• _About this task_
Scan the records that follow, and whenever a line has the word "absolute", copy it.

(Stored items)

+===+

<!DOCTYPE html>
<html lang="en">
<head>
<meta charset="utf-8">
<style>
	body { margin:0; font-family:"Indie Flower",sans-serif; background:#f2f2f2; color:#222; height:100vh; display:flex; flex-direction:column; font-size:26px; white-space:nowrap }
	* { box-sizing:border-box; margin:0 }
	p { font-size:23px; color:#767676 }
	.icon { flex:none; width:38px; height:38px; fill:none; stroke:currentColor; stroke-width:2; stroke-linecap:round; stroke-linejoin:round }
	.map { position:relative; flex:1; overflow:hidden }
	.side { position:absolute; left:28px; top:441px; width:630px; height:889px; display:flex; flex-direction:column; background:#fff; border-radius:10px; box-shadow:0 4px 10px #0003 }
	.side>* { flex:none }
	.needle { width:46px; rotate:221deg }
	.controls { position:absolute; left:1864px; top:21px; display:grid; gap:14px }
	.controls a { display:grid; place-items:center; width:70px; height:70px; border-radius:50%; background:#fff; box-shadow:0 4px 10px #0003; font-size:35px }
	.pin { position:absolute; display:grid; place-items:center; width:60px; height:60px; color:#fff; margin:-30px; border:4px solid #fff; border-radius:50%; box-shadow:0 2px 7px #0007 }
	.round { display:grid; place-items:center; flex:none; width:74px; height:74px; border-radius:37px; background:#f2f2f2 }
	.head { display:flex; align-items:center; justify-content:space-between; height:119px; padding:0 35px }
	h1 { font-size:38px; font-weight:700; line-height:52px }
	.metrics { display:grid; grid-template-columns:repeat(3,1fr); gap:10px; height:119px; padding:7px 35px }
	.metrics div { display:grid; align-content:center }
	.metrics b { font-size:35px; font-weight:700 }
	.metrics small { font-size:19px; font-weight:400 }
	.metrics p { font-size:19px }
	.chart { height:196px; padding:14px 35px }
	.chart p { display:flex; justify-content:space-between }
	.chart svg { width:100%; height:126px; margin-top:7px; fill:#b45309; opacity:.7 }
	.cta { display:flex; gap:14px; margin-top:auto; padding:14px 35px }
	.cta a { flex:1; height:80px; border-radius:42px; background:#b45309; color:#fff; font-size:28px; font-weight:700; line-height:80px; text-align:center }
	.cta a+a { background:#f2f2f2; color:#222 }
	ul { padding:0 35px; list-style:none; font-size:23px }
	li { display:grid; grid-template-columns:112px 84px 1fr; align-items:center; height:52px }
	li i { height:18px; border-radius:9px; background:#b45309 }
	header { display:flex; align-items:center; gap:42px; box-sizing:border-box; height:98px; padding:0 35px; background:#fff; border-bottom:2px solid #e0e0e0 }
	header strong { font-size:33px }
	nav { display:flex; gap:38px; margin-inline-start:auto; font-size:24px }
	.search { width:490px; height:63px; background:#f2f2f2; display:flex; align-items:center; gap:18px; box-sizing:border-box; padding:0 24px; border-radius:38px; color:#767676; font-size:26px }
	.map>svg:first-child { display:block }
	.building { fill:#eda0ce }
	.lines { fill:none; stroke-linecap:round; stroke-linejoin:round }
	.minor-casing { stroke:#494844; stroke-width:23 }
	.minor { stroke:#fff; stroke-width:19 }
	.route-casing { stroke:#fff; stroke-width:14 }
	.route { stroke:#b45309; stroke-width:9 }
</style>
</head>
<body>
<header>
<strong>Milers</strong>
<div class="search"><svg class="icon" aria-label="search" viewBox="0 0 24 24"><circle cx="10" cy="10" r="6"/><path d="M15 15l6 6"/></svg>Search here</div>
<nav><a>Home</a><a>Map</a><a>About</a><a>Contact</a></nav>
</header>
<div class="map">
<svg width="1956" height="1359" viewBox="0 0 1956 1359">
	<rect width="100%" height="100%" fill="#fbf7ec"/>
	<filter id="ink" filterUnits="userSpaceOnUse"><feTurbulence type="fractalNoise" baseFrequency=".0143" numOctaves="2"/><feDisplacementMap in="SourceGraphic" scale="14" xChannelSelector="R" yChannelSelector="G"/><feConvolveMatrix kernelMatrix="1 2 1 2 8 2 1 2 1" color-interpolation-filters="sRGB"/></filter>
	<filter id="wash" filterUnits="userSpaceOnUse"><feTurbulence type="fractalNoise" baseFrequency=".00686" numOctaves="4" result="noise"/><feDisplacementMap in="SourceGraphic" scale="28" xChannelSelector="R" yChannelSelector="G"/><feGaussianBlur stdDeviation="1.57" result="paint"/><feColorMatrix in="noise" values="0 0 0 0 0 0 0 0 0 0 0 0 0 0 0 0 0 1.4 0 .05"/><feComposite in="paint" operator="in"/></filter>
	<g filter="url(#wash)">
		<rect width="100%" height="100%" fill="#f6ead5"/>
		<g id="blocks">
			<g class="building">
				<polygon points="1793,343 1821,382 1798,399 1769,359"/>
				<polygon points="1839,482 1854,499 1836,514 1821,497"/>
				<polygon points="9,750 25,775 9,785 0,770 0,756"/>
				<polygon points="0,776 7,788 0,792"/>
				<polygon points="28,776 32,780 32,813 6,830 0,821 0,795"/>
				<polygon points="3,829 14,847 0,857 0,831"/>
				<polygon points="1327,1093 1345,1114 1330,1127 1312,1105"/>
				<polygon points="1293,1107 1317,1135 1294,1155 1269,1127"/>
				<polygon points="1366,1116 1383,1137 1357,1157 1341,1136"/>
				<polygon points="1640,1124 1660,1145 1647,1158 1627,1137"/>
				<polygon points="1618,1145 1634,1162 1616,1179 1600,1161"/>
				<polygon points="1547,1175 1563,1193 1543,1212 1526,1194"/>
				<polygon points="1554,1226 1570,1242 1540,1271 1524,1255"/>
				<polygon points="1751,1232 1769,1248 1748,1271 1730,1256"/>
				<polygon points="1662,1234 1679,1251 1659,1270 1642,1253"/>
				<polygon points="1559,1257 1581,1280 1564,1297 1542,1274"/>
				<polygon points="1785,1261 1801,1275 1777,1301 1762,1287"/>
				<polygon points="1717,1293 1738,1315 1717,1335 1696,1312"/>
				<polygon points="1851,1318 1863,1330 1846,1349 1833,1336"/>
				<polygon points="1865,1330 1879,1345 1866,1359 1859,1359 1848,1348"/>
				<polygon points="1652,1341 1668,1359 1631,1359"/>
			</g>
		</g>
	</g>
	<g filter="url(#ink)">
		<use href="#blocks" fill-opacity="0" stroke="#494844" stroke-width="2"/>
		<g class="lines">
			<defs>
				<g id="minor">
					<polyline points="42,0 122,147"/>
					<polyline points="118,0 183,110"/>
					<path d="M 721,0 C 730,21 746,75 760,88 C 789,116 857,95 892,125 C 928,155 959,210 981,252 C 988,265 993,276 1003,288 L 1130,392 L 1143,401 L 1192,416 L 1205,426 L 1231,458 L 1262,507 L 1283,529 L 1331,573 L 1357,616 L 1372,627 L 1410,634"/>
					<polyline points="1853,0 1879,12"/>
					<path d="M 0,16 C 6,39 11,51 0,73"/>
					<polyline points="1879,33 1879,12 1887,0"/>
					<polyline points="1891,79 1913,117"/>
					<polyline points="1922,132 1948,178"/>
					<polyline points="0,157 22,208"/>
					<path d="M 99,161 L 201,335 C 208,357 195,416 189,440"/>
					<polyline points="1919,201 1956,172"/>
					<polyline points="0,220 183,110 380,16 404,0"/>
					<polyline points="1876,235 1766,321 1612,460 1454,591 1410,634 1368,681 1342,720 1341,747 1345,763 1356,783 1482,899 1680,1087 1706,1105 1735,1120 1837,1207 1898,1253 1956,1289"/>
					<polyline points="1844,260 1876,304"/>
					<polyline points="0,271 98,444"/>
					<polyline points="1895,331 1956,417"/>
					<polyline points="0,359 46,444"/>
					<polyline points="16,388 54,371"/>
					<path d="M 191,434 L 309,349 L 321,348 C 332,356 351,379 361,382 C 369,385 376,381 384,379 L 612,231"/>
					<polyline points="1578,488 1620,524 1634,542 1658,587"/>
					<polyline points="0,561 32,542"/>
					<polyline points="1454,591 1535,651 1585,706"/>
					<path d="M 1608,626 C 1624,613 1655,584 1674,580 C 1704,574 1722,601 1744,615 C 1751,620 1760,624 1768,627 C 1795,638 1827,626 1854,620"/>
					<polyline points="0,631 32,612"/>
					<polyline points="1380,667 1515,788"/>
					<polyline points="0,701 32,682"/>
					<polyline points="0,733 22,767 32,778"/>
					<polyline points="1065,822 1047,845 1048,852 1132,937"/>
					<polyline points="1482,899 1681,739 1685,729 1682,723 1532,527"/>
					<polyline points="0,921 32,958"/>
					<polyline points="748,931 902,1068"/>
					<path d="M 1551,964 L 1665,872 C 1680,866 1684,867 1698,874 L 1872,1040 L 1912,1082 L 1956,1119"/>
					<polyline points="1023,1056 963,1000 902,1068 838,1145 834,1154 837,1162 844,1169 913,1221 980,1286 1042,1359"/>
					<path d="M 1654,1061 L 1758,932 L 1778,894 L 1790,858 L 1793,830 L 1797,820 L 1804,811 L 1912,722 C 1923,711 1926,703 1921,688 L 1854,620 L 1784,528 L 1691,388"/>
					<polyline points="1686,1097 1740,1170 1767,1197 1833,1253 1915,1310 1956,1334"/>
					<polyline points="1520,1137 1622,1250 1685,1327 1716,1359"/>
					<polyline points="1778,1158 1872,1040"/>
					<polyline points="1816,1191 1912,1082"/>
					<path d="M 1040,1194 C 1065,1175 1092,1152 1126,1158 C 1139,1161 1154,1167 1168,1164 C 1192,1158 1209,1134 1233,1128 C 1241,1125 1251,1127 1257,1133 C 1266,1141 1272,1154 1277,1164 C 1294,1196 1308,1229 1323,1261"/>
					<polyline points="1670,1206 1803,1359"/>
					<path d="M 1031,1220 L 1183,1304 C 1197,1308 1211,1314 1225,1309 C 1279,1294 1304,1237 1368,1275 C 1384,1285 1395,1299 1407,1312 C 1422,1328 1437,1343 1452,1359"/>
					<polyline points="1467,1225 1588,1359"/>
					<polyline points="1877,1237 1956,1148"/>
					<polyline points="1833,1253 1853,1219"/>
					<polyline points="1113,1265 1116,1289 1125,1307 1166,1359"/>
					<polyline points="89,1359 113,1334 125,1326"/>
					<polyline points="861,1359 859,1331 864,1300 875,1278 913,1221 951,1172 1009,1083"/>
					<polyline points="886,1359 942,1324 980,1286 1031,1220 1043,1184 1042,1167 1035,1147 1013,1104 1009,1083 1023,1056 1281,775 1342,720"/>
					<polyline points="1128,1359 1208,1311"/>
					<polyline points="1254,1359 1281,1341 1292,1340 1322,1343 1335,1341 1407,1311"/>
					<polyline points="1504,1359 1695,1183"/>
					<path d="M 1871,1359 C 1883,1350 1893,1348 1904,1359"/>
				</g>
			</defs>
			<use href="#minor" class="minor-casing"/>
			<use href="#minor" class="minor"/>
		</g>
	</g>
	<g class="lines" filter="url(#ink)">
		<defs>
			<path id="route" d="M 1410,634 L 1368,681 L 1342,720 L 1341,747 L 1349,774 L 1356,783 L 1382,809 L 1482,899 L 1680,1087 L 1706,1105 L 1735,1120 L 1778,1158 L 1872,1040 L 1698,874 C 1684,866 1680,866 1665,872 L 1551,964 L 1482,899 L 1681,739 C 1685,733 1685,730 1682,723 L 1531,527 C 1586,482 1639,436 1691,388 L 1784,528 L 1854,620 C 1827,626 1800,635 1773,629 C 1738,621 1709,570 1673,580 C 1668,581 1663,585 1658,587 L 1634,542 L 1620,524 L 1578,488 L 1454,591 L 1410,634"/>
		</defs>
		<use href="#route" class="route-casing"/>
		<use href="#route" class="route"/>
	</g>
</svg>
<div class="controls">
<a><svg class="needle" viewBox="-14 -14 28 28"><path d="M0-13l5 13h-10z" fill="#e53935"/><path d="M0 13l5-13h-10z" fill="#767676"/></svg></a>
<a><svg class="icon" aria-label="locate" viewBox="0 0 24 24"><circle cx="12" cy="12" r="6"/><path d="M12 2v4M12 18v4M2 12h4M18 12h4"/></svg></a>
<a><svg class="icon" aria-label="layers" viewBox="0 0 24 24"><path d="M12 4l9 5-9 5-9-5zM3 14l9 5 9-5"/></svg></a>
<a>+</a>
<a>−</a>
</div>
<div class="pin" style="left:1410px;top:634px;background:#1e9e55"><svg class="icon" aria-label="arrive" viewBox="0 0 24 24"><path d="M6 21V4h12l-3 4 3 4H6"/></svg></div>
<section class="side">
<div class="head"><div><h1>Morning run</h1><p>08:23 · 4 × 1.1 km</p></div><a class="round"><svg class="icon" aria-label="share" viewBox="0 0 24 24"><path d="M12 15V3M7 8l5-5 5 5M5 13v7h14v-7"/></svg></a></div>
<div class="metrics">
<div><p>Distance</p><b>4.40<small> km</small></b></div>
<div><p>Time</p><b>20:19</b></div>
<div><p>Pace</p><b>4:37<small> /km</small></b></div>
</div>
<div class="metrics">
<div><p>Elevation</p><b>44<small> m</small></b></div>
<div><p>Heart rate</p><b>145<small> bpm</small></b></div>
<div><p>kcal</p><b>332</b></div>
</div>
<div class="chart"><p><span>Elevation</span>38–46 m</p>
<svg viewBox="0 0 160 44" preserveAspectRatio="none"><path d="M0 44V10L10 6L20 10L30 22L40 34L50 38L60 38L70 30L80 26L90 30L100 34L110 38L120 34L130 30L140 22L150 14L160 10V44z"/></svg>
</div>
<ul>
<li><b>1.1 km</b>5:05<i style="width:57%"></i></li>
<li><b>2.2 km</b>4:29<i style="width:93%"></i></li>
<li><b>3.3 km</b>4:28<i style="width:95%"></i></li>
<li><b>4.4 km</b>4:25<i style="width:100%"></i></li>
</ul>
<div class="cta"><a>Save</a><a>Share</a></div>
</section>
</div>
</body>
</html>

+===+

• _Solution_
	.side { position:absolute; left:28px; top:441px; width:630px; height:889px; display:flex; flex-direction:column; background:#fff; border-radius:10px; box-shadow:0 4px 10px #0003 }
	.controls { position:absolute; left:1864px; top:21px; display:grid; gap:14px }
	.pin { position:absolute; display:grid; place-items:center; width:60px; height:60px; color:#fff; margin:-30px; border:4px solid #fff; border-radius:50%; box-shadow:0 2px 7px #0007 }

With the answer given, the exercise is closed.